За сутки воды в реке прибавилось, совсем к огородам подкатила водная гладь, только на середине льдин стало меньше, уже не теснят друг друга, а проплывают величаво, как белоснежные корабли. Лодка у дяди Андрея стоит в заливчике, здесь и совсем вода тихая, кружит камышины, прибивает к берегу жухлую траву. В лодке тихо крякают две подсадные утки, крутят своими серыми головами.

Лучше нет охоты с подсадной уткой! Затаишься в скрадке, а она хлопнет крыльями по воде, призывно приманивает самца, и летит над рекой щемящий до боли крик.

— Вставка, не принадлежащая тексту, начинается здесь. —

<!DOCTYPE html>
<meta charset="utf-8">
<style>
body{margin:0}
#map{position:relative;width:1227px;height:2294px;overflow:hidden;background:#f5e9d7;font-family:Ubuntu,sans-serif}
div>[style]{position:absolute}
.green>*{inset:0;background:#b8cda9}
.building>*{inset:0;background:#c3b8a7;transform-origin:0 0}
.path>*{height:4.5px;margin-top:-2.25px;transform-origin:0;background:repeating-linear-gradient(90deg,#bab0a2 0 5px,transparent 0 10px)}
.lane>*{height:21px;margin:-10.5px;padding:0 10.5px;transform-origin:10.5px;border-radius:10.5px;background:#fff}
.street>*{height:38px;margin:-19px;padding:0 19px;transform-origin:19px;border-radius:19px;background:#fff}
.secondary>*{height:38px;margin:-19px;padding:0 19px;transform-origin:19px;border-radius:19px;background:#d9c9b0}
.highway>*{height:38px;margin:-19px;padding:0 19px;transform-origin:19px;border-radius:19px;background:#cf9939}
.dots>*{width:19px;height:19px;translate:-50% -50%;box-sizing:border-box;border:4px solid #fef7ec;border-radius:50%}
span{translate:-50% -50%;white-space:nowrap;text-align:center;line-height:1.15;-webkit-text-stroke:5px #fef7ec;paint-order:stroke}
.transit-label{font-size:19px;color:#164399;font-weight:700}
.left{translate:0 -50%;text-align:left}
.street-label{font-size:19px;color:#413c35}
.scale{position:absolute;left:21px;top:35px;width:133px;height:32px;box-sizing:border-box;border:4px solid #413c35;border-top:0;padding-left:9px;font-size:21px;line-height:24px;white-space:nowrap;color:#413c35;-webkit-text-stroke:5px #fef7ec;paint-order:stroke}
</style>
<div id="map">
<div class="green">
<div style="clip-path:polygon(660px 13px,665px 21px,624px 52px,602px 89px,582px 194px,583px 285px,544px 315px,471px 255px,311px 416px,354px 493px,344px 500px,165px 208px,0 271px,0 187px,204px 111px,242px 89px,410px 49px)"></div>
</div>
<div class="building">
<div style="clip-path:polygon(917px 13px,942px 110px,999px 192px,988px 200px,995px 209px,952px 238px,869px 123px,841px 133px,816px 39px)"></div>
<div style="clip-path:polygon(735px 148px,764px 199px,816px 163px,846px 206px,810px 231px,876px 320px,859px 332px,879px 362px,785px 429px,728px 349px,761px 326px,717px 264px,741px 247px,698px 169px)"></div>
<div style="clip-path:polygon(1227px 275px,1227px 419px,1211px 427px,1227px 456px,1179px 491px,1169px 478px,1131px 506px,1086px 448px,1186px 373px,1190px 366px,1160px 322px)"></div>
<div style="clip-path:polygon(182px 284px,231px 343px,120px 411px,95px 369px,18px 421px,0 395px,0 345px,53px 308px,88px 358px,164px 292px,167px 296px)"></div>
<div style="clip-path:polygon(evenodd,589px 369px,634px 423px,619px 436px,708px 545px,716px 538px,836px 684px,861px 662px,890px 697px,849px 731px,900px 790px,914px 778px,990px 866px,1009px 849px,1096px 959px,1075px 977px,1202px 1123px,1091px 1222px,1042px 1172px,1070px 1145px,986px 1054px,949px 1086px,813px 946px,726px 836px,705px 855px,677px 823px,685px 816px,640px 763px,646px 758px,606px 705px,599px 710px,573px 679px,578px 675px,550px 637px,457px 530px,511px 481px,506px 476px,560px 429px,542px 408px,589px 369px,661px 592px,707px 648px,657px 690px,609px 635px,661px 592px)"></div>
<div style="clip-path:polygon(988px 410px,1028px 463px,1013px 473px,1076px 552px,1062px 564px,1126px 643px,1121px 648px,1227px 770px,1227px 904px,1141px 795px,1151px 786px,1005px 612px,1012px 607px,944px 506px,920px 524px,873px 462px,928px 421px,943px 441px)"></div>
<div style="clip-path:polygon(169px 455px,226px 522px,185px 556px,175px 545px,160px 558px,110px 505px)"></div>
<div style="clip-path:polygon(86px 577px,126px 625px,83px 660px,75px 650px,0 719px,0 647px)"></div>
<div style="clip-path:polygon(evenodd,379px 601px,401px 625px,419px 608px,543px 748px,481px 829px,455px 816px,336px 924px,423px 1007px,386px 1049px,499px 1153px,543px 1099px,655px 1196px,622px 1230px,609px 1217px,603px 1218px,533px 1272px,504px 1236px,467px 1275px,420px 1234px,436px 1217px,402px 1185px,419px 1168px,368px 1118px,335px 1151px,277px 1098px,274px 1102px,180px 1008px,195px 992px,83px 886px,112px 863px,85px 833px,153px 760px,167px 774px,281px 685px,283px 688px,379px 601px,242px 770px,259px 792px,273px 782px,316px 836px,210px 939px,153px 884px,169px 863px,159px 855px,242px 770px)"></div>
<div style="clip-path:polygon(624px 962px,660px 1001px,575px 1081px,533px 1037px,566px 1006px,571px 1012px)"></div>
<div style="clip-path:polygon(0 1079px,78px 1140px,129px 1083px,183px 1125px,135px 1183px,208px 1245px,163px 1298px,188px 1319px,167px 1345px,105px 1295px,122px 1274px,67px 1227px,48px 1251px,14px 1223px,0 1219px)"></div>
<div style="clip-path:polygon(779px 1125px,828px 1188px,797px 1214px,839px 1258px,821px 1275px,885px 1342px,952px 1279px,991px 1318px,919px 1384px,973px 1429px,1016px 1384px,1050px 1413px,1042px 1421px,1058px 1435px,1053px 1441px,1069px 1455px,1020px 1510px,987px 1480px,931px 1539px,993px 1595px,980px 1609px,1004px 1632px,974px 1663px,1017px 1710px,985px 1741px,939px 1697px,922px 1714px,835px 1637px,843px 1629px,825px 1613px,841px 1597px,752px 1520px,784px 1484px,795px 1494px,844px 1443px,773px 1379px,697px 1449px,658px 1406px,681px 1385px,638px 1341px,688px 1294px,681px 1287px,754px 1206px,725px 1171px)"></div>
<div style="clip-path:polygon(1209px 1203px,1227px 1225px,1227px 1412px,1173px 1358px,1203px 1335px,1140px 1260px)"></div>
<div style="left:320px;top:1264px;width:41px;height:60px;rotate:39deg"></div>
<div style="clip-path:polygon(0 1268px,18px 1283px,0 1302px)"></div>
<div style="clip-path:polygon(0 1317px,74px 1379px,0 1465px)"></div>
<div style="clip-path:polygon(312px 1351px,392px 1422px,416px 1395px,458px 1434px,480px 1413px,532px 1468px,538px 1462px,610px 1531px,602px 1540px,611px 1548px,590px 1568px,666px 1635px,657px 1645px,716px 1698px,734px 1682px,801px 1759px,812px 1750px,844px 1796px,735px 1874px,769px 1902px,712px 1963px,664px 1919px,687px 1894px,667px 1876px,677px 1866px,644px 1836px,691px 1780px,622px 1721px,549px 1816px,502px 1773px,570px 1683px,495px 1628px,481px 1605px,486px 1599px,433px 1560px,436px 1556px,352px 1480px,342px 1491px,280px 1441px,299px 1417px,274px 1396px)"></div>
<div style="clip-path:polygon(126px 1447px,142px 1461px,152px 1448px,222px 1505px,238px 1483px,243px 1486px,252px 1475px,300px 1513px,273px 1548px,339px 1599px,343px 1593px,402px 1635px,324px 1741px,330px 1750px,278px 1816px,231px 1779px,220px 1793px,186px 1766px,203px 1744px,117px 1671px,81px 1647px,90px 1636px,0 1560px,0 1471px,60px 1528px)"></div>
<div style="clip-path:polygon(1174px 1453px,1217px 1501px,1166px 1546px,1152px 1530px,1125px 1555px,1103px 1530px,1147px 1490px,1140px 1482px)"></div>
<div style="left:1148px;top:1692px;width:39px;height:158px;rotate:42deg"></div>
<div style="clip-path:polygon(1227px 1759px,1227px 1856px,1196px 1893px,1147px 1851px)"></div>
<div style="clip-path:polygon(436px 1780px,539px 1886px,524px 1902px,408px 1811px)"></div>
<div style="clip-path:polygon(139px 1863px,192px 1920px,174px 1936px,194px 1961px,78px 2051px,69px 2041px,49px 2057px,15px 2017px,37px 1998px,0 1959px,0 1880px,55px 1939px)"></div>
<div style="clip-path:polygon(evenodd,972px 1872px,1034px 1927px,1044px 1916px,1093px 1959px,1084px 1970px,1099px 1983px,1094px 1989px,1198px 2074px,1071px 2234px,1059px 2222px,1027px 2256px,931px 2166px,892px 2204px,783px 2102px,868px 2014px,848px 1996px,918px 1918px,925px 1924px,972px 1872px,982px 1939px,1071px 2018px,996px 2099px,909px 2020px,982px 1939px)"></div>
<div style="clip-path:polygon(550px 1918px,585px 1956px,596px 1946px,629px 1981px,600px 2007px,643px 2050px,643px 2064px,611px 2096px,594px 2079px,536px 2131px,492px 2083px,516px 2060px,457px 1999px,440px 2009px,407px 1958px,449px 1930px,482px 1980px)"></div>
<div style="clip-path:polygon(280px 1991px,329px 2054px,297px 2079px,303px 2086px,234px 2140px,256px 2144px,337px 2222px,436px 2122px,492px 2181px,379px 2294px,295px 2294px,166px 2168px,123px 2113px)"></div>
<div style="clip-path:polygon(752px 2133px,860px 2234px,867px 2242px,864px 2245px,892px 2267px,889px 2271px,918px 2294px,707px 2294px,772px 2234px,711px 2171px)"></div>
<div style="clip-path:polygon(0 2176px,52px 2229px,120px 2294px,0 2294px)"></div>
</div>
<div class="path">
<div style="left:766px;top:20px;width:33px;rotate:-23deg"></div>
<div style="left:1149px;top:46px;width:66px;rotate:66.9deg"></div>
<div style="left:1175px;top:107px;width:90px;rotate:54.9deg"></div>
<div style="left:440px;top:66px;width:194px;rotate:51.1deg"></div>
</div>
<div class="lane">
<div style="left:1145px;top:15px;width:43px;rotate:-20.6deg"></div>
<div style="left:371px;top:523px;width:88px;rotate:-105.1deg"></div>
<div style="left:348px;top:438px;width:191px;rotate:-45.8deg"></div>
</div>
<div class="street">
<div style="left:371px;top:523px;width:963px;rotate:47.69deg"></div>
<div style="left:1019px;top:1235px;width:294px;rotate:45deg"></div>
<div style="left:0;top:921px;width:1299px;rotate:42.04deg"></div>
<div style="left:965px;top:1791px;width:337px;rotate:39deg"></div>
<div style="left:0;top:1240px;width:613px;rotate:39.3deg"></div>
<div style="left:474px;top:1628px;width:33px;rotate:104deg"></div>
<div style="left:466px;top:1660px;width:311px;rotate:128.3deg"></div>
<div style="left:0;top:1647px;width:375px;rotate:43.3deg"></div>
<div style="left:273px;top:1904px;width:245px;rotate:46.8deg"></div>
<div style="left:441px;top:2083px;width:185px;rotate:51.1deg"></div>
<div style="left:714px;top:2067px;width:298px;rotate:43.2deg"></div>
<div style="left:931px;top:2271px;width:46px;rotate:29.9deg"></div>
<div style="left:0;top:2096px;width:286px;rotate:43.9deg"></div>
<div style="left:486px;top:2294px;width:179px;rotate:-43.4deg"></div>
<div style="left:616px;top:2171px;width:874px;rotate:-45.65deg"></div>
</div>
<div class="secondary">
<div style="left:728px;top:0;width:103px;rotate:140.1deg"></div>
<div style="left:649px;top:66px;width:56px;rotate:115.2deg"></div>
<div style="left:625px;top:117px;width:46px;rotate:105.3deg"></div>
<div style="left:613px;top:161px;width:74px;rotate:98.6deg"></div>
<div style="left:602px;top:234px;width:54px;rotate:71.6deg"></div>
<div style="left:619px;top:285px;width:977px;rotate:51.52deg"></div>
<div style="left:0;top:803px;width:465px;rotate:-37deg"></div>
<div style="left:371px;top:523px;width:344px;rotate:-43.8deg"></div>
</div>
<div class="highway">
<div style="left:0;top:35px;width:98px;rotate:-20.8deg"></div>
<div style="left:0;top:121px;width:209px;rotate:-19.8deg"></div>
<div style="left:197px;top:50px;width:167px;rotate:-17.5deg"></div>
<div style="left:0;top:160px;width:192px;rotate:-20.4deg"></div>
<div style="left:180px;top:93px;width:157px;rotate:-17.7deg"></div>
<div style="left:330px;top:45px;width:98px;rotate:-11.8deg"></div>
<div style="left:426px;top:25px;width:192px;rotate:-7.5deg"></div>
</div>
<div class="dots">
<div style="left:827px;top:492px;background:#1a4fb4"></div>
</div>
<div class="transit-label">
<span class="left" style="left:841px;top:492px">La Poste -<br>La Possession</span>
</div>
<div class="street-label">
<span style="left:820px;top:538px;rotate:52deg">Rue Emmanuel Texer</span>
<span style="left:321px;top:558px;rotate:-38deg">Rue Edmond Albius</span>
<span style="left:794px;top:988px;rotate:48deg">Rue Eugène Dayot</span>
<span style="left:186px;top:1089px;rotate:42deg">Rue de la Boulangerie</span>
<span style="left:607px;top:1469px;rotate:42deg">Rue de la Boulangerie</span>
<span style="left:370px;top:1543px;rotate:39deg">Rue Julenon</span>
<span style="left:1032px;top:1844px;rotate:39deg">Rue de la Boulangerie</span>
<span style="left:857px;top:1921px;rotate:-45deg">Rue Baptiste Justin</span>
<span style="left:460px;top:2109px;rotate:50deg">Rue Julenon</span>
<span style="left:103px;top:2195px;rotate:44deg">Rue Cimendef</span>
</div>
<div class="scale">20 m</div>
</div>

Мы добрались до ольховой заросли, залитой сейчас водой, лодку затолкнули в чащобу. Себе место я определил на пеньке, укрытом кустами. Конечно, лучше бы скрадок сделать где-нибудь на сухом бугорке, но это займет много времени, а весенний день тает, вон уже солнце село на верхушки недалекого ельника. Разин на ветвях над моим пеньком разбросал охапку сена, запасливо припасенную, сделал завесу и утку, самую голосистую, метрах в пятнадцати посадил. Утка крыльями по воде гулко стукнула, попыталась взлететь. Куда там, груз к ноге привязан, как якорь тянет.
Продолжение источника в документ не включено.